I still couldn't sense the velocity of my fall. The darkness was near-total, and the suit I was wearing prevented my feeling the friction of the air against my skin. I had a dreadful suspicion, though, that my wings hadn't grown yet. In fact, I had a dreadful suspicion that they weren't going to grow at all.
I tried to calculate how far I might have to fall. I'd done sufficient mental arithmetic while we were coming through the levels to have some vague idea of the distances that were probably involved. The radius of the macroworld was something on the order of fourteen thousand kilometres, from which one had to subtract the depth of the levels and the radius of the starshell. I figured that if I called those seven and four thousand I probably wouldn't be too far out. That meant that I had something in the region of three thousand kilometres to fall. The gravity here was probably about a ninth or a tenth of Earth-normal, and I figured that that would lead to an acceleration not too far away from a metre per second. On the other hand, that neglected air resistance, which would in the circumstances be considerable. It also neglected the effects of friction on my suit. I couldn't quite see how to go about the job of calculating whether and how quickly I would turn into a meteor, and whether that could possibly happen before I actually landed. It did seem very unlikely, but the whole situation was so bizarre that I really didn't feel able to discount it.

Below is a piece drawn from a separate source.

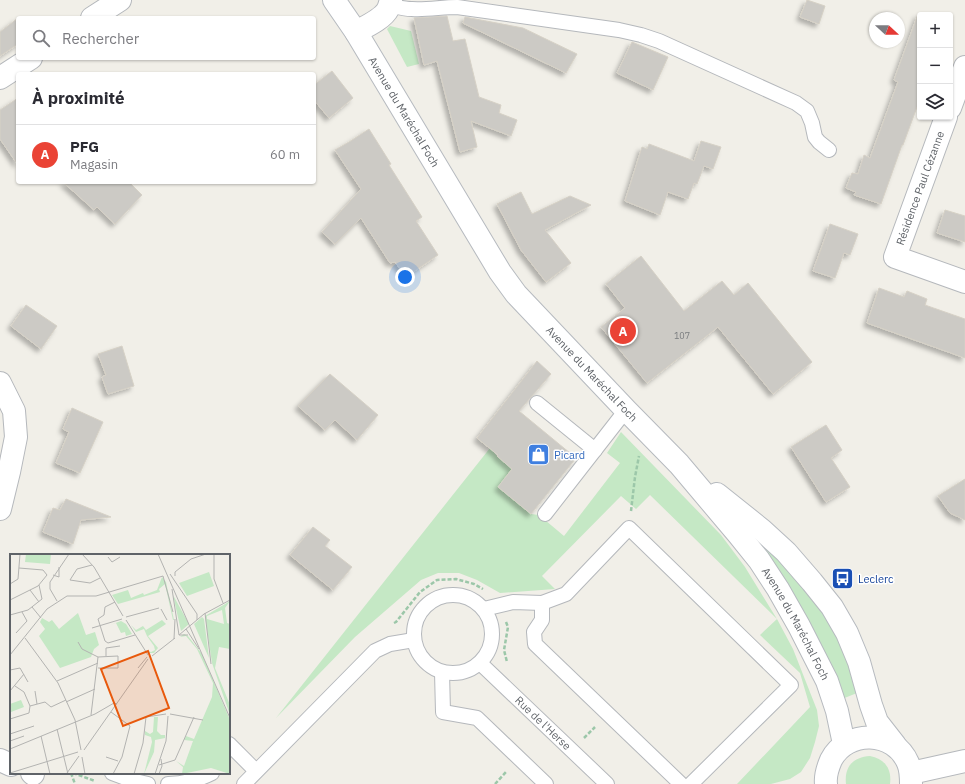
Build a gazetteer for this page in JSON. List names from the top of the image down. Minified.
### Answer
{"streets":{"street":["Avenue du Maréchal Foch","Résidence Paul Cézanne"],"lane":["Rue de l'Herse"]},"places":{"shop":["Picard"],"bus stop":["Leclerc"]},"house_numbers":["107"],"north":"right","page":{"map_buttons":["+","−"],"search":"Rechercher","heading":"À proximité","list":[{"mark":"A","name":"PFG","note":"Magasin","value":"60 m"}],"pins":"A"}}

"Is everyone all right?" asked Susarma Lear, startling me somewhat. In trying to absorb myself so deeply in my silly calculations I had somehow let it slip from my mind that we could still talk to one another with the aid of radio.
"I don't know," I said, truthfully. "I can't see or feel a thing. Maybe I have wings and maybe I don't."
"You have wings," said Urania. "I have Clio with me. She has you all under observation."
"I feel fine," Myrlin assured me.
"Nisreen?" I asked.
"I am quite well," the Tetron assured me, and if the smoothness of his parole was anything to go by, he was telling the truth.
"Unfortunately," the scion's voice chipped in again, with a sudden hint of urgency, "it seems that we are not alone. There are other winged creatures, in considerable numbers, approaching from below. We will be among them in a few minutes."
"Can that brain-in-a-box tell us what they are?" demanded Susarma Lear.
"Only that they are very large; they have masses considerably greater than our own."
"I can't see a thing," she complained. I could imagine her finger tightening about the trigger of her needier, desperate to find a target.
"How can they see us?" inquired Myrlin, with a similar note of desperation.
"Perhaps they can't," I ventured, hopefully, peering into the night and bringing my own gun round to aim at the gloomy void which still separated me by thousands of kilometres from the tiny sparkling worldlet which was Asgard's heart.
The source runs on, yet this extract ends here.